## INSTRUCTIONS TO FOLLOW
Each record that follows must be printed exactly as given.
◇ ◇ ◇ ◇
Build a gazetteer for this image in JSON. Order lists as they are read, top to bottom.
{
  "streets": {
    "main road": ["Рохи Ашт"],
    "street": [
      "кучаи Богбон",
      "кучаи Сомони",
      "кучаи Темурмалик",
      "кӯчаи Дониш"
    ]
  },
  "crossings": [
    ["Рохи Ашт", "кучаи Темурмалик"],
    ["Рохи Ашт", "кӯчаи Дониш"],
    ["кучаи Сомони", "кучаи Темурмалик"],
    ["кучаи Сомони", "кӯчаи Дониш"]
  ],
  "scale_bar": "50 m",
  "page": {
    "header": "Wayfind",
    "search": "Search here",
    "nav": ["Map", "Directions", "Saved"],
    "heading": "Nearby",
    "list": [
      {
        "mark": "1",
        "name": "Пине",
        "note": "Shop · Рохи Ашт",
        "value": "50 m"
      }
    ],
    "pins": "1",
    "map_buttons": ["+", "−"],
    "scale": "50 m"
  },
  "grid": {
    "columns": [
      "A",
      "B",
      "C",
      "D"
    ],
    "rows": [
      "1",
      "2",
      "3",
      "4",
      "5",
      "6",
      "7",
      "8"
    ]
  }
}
◇ ◇ ◇ ◇
## RESPONSE AREA
Build a gazetteer for this image in JSON. Order lists as they are read, top to bottom.
{
  "streets": {
    "main road": ["Рохи Ашт"],
    "street": [
      "кучаи Богбон",
      "кучаи Сомони",
      "кучаи Темурмалик",
      "кӯчаи Дониш"
    ]
  },
  "crossings": [
    ["Рохи Ашт", "кучаи Темурмалик"],
    ["Рохи Ашт", "кӯчаи Дониш"],
    ["кучаи Сомони", "кучаи Темурмалик"],
    ["кучаи Сомони", "кӯчаи Дониш"]
  ],
  "scale_bar": "50 m",
  "page": {
    "header": "Wayfind",
    "search": "Search here",
    "nav": ["Map", "Directions", "Saved"],
    "heading": "Nearby",
    "list": [
      {
        "mark": "1",
        "name": "Пине",
        "note": "Shop · Рохи Ашт",
        "value": "50 m"
      }
    ],
    "pins": "1",
    "map_buttons": ["+", "−"],
    "scale": "50 m"
  },
  "grid": {
    "columns": [
      "A",
      "B",
      "C",
      "D"
    ],
    "rows": [
      "1",
      "2",
      "3",
      "4",
      "5",
      "6",
      "7",
      "8"
    ]
  }
}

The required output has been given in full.